1
votes

I am grouping events coming from a kafka topic by one of its properties and over time using the KSQL Windowed Aggregation, specifically the Session Window.

I have been able to create a stream of "session start signals" as described in this answer.

-- create a stream with a new 'data' topic:
CREATE STREAM DATA (USER_ID INT) 
    WITH (kafka_topic='data', value_format='json', partitions=2);

-- create a table that tracks user interactions per session:
CREATE TABLE SESSION AS
SELECT USER_ID, COUNT(USER_ID) AS COUNT
  FROM DATA
WINDOW SESSION (5 SECONDS)
   GROUP BY USER_ID;

-- Create a stream over the existing `SESSIONS` topic.
CREATE STREAM SESSION_STREAM (ROWKEY INT KEY, COUNT BIGINT) 
   WITH (kafka_topic='SESSIONS', value_format='JSON', window_type='Session');

-- Create a stream of window start events:
CREATE STREAM SESSION_STARTS AS 
    SELECT * FROM SESSION_STREAM 
    WHERE WINDOWSTART = WINDOWEND;

Would be possible to create a stream of "session end signals" every time a the Windowed Aggregation ends?

1

1 Answers

2
votes

I'm assuming by this you mean you want to emit an event/row when a session window hasn't seen any new messages that fit into the session for the 5 seconds you've configured for the window?

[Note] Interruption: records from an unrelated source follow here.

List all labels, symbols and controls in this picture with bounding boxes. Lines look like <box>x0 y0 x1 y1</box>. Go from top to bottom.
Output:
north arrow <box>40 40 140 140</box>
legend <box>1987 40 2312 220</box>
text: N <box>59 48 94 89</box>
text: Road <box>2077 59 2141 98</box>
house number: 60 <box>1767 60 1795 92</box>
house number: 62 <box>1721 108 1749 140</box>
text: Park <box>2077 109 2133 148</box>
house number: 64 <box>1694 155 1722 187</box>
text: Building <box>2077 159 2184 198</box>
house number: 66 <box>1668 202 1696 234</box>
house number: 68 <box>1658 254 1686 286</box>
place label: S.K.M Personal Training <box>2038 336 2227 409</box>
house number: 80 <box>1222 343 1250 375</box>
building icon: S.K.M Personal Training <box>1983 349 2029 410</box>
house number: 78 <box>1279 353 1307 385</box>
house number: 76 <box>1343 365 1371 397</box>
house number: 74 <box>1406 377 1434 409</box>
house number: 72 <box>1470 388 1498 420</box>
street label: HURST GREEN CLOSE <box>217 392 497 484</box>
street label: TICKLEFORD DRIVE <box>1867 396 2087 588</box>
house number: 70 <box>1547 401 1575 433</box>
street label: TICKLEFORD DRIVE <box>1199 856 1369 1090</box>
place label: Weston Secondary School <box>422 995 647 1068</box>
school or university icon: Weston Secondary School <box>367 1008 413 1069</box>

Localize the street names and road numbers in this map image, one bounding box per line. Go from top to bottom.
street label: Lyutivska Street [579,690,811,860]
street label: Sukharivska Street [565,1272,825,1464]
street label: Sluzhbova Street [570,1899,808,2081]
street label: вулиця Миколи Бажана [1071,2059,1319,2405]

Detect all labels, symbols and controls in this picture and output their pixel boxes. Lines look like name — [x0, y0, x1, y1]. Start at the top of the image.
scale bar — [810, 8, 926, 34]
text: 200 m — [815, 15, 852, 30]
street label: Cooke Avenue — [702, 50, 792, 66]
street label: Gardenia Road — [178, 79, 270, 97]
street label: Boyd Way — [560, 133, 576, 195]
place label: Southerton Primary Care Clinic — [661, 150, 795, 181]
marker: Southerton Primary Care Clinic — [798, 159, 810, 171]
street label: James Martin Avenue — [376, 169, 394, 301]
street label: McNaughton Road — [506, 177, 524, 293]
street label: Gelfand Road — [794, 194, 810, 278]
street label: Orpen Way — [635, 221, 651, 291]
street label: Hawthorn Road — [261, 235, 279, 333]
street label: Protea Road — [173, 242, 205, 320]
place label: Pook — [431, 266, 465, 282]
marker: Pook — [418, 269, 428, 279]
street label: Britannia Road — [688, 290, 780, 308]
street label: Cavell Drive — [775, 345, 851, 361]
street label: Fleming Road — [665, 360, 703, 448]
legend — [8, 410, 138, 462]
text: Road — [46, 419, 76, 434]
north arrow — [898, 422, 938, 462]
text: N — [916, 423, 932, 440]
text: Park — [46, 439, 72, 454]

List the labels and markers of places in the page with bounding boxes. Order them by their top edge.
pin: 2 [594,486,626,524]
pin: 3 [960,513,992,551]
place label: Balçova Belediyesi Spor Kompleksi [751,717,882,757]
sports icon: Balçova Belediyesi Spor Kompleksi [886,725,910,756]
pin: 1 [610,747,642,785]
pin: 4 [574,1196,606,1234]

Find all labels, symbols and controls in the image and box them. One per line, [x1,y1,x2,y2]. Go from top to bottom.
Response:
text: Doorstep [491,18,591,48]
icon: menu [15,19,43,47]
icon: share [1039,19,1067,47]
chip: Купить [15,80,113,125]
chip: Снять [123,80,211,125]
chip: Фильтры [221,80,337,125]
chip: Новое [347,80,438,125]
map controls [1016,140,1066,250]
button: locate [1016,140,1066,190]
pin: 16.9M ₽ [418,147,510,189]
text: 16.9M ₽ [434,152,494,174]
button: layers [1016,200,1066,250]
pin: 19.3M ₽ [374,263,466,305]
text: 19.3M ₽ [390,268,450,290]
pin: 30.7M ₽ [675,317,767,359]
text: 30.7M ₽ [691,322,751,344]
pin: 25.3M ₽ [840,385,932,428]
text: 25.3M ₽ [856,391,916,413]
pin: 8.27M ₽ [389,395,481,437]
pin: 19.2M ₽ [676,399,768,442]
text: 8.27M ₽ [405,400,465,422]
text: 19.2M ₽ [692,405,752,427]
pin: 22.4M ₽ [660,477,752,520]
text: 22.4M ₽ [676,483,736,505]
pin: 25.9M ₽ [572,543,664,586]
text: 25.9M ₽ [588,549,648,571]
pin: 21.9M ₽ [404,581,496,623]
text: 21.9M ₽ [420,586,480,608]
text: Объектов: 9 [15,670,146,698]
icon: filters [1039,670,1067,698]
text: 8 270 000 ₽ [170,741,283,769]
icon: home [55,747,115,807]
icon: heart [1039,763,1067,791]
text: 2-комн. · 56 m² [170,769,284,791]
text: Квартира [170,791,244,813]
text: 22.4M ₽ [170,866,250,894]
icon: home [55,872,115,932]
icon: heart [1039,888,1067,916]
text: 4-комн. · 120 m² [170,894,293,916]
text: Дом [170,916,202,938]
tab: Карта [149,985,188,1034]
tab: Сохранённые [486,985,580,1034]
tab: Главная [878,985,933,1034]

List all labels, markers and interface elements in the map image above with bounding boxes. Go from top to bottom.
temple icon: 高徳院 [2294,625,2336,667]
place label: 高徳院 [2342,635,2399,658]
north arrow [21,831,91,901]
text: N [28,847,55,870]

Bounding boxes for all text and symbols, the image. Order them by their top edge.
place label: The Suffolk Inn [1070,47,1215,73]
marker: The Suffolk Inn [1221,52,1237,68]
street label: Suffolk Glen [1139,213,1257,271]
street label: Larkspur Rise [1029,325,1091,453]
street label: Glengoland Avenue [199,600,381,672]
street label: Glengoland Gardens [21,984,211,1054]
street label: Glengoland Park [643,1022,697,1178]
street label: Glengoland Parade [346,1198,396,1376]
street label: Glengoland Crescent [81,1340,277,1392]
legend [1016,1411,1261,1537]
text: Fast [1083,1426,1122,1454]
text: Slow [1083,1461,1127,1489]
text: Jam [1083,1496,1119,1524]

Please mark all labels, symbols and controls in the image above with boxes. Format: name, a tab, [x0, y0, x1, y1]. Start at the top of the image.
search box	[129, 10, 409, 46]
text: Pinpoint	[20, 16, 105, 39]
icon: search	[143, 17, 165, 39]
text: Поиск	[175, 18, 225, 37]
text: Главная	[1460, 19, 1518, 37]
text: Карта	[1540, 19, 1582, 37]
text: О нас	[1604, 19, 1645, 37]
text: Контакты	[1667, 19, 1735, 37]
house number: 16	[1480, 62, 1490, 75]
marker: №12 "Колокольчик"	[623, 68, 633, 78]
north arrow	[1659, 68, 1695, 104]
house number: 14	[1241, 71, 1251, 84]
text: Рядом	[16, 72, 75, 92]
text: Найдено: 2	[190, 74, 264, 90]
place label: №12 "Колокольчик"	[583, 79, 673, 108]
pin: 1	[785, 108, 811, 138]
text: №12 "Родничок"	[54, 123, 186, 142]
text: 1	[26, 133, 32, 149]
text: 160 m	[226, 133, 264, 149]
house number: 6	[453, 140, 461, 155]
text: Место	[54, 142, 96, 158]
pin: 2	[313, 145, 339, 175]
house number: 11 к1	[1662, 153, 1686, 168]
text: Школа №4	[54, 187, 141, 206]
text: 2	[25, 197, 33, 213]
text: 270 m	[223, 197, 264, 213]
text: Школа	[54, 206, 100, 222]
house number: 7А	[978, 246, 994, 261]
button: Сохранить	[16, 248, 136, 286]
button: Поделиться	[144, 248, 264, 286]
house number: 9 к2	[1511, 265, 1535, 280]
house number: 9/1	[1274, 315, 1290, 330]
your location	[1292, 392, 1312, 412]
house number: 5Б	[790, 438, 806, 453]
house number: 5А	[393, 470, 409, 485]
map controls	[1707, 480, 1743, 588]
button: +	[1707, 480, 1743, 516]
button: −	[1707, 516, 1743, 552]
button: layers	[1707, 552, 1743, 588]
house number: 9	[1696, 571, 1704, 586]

I don't think this is possible at present.

Because the source data can have records that are out-of-order, i.e. an event with a timestamp much earlier than rows already processed, a session window can not be 'closed' once the 5 SECONDS window has elapsed.

Existing sessions will, by default, be closed after 24 hours if no new data is received that should be included in the session. This can be controlled by setting a GRACE PERIOD in the window definition.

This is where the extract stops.